ちゃんと、言ったぞ~と沢村を見ると、爆睡中。永田に頭を突かれても、ビクともしない。全然ちゃんと聞いてねえよ。地獄だワ。ほんと報われない。
休憩時間。
今日も現国のアキラに呼び出され、課題を受け取り、あたしは職員室を出た。アキラはいつも大量に宿題をくれるんだけど、このペースははっきり言ってキツい。全部は無理。これも、地獄だ。
いつも、同じクラスのヨリコと一緒に来る。
ヨリコも同じように小論文をやっているから。
見ると、あたしと同じくらいたくさん課題を出されていた。なのに、いつもきちんと全部やってくるから、すげーよな。それな。
「右川も、進藤を見習って真面目にやれよ。こればっかりは沢村も手伝えないぞ」
アキラは笑って突き刺した。こっちも頭を刺してやろうかと思うけど、頭の寒いアキラだ。気の毒だから我慢するか。
そのアキラの添削が終わって、ヨリコと2人、教室に戻ってきた。
そこに海川が来た。
「昨日のアメトーーク最高!」
そんな話でヨリコと3人盛り上がる。海川の席はあたしのすぐ後ろだ。
ヨリコは隣り。仲良しトライアングル、出来上がり。松倉だけが、クラスを離れてしまった。それも、ちょっとだけ地獄かもしれないな。

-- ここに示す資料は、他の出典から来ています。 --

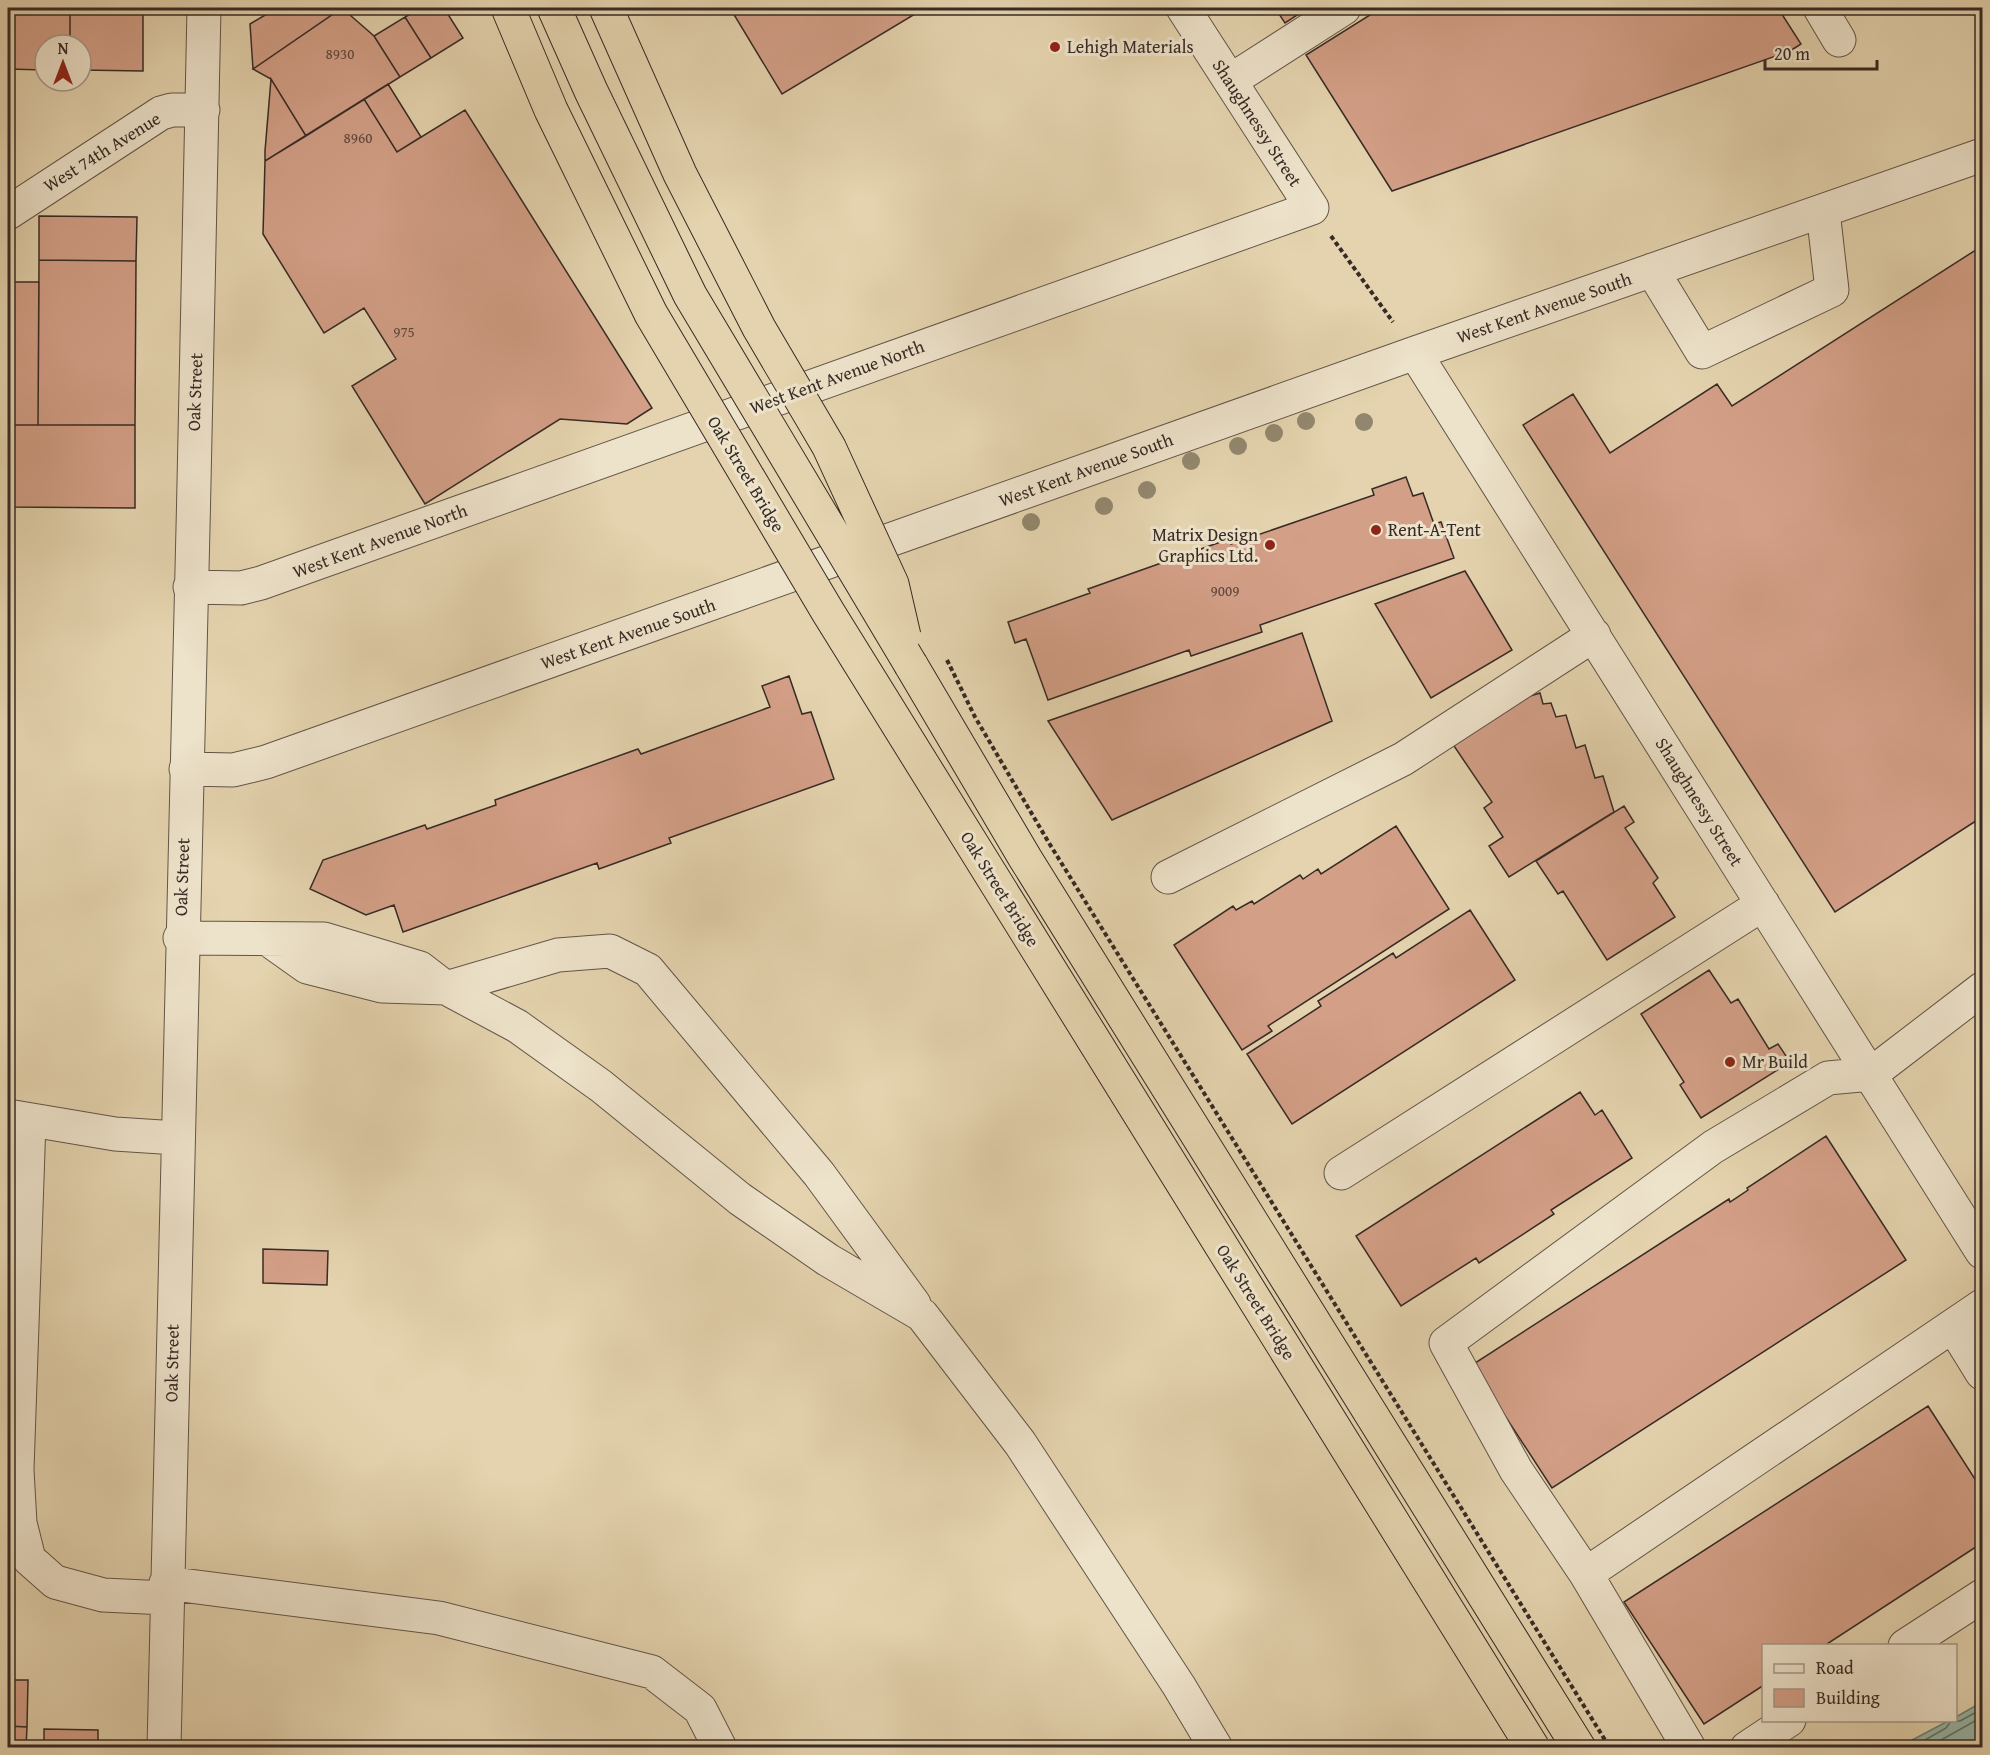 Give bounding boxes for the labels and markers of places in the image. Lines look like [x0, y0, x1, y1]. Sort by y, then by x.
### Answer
place label: Lehigh Materials [1067, 33, 1194, 60]
marker: Lehigh Materials [1048, 40, 1062, 54]
place label: Rent-A-Tent [1388, 516, 1481, 543]
place label: Matrix Design Graphics Ltd. [1152, 521, 1258, 569]
marker: Rent-A-Tent [1369, 523, 1383, 537]
marker: Matrix Design Graphics Ltd. [1263, 538, 1277, 552]
place label: Mr Build [1742, 1048, 1808, 1075]
marker: Mr Build [1723, 1055, 1737, 1069]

海川は修道院の推薦が欲しかった。それが誰かの転びでちゃっかり手に入ったらしく、喜んでいる。沢村かな、と思った。ここでは言わなかったけど。
その修道院大学。この秋の学園祭に話題が飛んだ。
今年は〝コレサワ〟がくるらしいと海川が言う。
彼女の歌はストレートな女子ゴコロが満載だ。アニメのMVが可愛くって。
「「それ行きたい!神さま!」」と、ヨリコと盛り上がった。
3人共、志望校は同じ修道院という事もあって、「だったら一緒に見に行こうよ」とそんな事まで話は弾んだ。ランチをどうするか、お菓子を買って♪もうちょっと遠くまで出かけてみようか、話題は尽きない。

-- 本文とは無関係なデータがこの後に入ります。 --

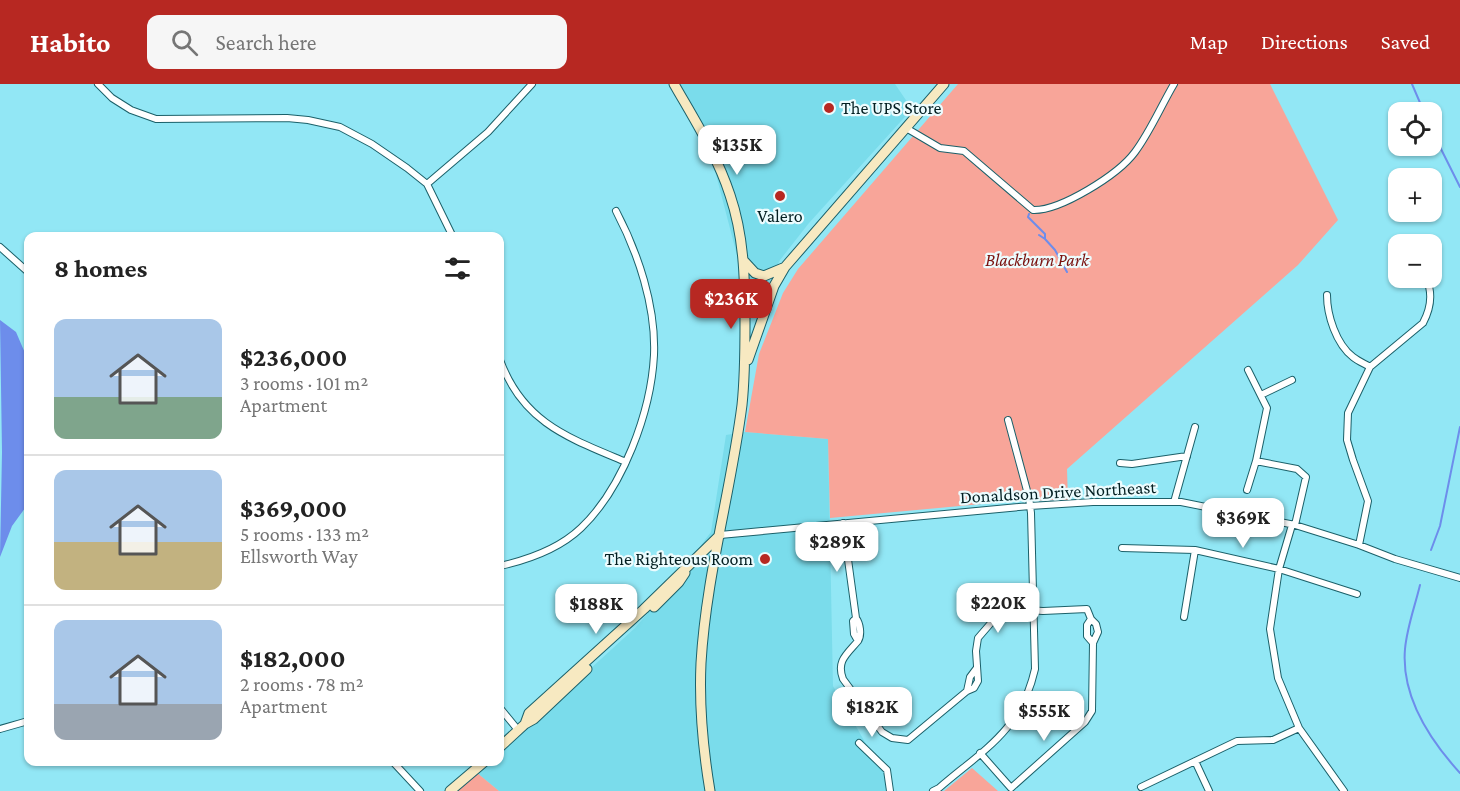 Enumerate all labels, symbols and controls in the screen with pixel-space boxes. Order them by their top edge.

思えばアキちゃん一筋だった頃は、友達との色々は2の次。どれもこれも断り続けた。ここにきてようやく友達らしい事が楽しめるようになっている。
「白石麻衣が来ないかな」と、海川の口元がニヤける。
さっきまで、広瀬アリスがいいとか言ってたくせに。
「あんたのタイプじゃないでしょ。どっちも全然巨乳じゃないじゃん」
おっぱい関係の話題は、海川の大好物だ。
ヨリコと2人、パンチの挟み撃ちで、つついてやる。